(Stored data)

▼

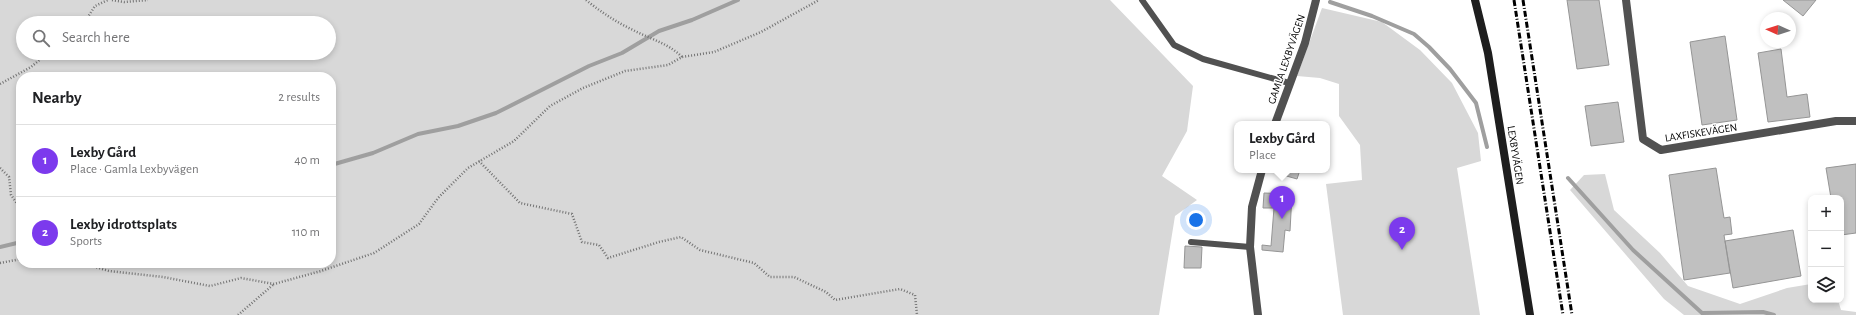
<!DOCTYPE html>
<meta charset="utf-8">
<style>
body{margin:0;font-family:"Alegreya Sans",sans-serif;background:#f2f2f2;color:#202124}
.controls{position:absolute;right:12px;bottom:12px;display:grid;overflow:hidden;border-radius:8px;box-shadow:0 2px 6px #0003}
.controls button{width:36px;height:36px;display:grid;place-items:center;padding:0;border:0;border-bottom:1px solid #e0e0e0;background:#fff;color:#202124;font:20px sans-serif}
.compass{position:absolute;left:1760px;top:12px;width:36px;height:36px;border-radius:50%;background:#fff;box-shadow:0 2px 6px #0003;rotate:273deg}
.you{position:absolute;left:1196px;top:220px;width:14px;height:14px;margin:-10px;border:3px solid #fff;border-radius:50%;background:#1a73e8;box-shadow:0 0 0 6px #1a73e833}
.badge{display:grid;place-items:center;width:26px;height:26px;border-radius:50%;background:#7c3aed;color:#fff;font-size:13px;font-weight:700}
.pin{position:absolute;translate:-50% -33px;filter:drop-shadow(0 1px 2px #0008)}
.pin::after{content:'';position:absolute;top:21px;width:14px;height:12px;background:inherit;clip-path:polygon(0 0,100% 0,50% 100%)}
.popup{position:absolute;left:1234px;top:121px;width:96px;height:52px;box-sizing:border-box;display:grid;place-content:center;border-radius:8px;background:#fff;filter:drop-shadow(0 1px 3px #0005);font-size:13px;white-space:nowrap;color:#757577}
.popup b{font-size:15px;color:#202124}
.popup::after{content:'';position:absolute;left:50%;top:100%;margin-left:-8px;border:8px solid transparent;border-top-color:#fff}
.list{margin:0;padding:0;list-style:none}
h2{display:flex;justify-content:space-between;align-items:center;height:52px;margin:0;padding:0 16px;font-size:17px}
h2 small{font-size:13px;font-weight:400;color:#757577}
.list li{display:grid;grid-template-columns:26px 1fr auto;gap:12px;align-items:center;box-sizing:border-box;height:72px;padding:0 16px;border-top:1px solid #e0e0e0}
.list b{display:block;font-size:15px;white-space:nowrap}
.list p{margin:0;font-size:13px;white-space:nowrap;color:#757577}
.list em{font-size:13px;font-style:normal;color:#757577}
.icon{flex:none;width:22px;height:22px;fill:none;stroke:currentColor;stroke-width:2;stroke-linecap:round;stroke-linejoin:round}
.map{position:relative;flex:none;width:1856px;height:315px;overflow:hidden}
.search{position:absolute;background:#fff;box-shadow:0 2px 6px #0003;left:16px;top:16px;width:320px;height:44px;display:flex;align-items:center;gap:10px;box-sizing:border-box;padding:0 14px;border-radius:22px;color:#757577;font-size:15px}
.panel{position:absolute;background:#fff;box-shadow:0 2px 6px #0003;left:16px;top:72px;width:320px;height:196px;border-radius:16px}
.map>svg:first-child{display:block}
.green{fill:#d8d8d8;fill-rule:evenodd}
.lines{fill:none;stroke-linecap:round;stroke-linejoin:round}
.stream{stroke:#9f9f9f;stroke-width:4}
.building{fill:#c0c0c0;stroke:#959595}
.path{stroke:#737373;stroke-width:2.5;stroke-dasharray:1 2;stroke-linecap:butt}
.lane{stroke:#515151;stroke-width:6}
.street{stroke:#515151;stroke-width:8}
.secondary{stroke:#1e1e1e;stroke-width:8}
.rail{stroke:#000;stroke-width:3;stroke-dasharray:6 2 1 2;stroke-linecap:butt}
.labels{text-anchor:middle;stroke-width:3;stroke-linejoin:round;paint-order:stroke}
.street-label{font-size:11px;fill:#000;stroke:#fff}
</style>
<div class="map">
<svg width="1856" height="315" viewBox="0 0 1856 315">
<rect width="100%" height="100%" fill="#fff"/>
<!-- green -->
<path class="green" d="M 0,0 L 1110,0 L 1193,86 L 1187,131 L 1162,176 L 1197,200 L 1175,216 L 1159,315 L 0,315 ZM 23,23 L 329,23 L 329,53 L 23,53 ZM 21,77 L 331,77 L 331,263 L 21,263 Z
M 1322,8 L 1382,22 L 1420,50 L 1452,83 L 1478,133 L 1481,161 L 1457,168 L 1480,315 L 1343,315 L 1326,184 L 1362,180 L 1360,145 L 1339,116 L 1339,84 L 1320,78 L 1297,76 Z
M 1605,174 L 1614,210 L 1660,253 L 1688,286 L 1740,304 L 1787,288 L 1811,284 L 1811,300 L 1838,300 L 1841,310 L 1856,312 L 1856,315 L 1684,315 L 1664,299 L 1570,190 L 1584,175 Z"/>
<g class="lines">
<!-- stream -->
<path class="stream" d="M 1330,2 L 1372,16 L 1414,34 L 1429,47 L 1450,69 L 1476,103 L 1487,147
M 331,165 L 373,153 L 418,134 L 458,126 L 496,113 L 589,66 L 622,53 L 659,31 L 692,20 L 738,0
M 1568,178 L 1633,250 L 1702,313 L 1763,312 L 1774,315
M 0,247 L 21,242"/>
</g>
<!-- building -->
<path class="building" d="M 1567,0 L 1599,0 L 1609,65 L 1577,69 Z
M 1783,0 L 1816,0 L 1803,16 Z
M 1725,36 L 1737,120 L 1702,125 L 1690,42 Z
M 1781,49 L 1787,97 L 1807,94 L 1810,117 L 1768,122 L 1758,53 Z
M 1618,102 L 1624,142 L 1591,146 L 1585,106 Z
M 1856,164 L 1856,233 L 1841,235 L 1841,198 L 1831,198 L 1826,168 Z
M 1716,168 L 1724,218 L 1730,217 L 1732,234 L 1724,235 L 1730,273 L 1684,280 L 1669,175 Z
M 1277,170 L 1300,170 L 1297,179 L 1276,173 Z
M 1264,193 L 1292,194 L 1290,231 L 1285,230 L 1283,252 L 1262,250 L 1262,245 L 1271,246 L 1274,208 L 1263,208 Z
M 1793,230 L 1801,276 L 1733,288 L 1725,241 Z
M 1185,246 L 1202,247 L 1201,268 L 1184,268 Z"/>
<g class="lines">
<!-- path -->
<path class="path" d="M 112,0 L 124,2 L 148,0
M 586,0 C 601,12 616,22 633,30 C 650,39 668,43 682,57
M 84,23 L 95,6 L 108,0
M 0,84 L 31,67 L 48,53
M 479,161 L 520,203 L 572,214 L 582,242 L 599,245 L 608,258 L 659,242 L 681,237 L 700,250 L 754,263 L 770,277 L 794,277 L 826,292 L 835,300 L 900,289 L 915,295 L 917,315
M 0,168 L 9,177 L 11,195 L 21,209
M 0,263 L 21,259
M 82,263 L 109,271 L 163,277 L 210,286 L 241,278 L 274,284 L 321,271 L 374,253 L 419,224 L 438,198 L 468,168 L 514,141 L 550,106 L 583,88 L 625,71 L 668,65 L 682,57 L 714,52 L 761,32 L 819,0
M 238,315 L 274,284"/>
<!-- lane -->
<path class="lane" d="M 1142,0 L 1174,45 L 1203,59 L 1289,83
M 1191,242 L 1250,247"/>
<!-- street -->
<path class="street" d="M 1626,0 L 1643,139 L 1661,150 L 1836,121 L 1856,121
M 1275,124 L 1305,43 L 1316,0
M 1258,315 L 1250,247 L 1252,207 L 1262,170"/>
<!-- secondary -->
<path class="secondary" d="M 1475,0 L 1488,53 L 1530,315"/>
<!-- rail -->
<path class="rail" d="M 1514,0 L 1563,315
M 1523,0 L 1572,315"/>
</g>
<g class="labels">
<!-- street labels -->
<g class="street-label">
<text transform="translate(1286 59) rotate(-71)" y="4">GAMLA LEXBYVÄGEN</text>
<text transform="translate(1701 132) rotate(-9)" y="4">LAXFISKEVÄGEN</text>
<text transform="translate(1516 155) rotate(81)" y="4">LEXBYVÄGEN</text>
</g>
</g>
</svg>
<div class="controls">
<button>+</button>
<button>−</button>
<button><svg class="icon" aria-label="layers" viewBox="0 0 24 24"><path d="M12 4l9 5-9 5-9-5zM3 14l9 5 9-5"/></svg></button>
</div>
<svg class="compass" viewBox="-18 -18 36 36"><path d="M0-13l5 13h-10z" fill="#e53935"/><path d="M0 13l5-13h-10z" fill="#757577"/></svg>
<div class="you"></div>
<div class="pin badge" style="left:1282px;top:219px">1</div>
<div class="popup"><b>Lexby Gård</b>Place</div>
<div class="pin badge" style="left:1402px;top:250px">2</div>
<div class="search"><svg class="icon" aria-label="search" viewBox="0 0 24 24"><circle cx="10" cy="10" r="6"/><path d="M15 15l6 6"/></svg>Search here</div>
<section class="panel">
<h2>Nearby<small>2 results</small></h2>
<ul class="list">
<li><span class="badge">1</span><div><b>Lexby Gård</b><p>Place · Gamla Lexbyvägen</p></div><em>40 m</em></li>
<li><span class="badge">2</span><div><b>Lexby idrottsplats</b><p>Sports</p></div><em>110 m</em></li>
</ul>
</section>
</div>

▲

**Problem requirements:**
Pull every line holding "after" out of the records.

**Exercise output:**
.pin::after{content:'';position:absolute;top:21px;width:14px;height:12px;background:inherit;clip-path:polygon(0 0,100% 0,50% 100%)}
.popup::after{content:'';position:absolute;left:50%;top:100%;margin-left:-8px;border:8px solid transparent;border-top-color:#fff}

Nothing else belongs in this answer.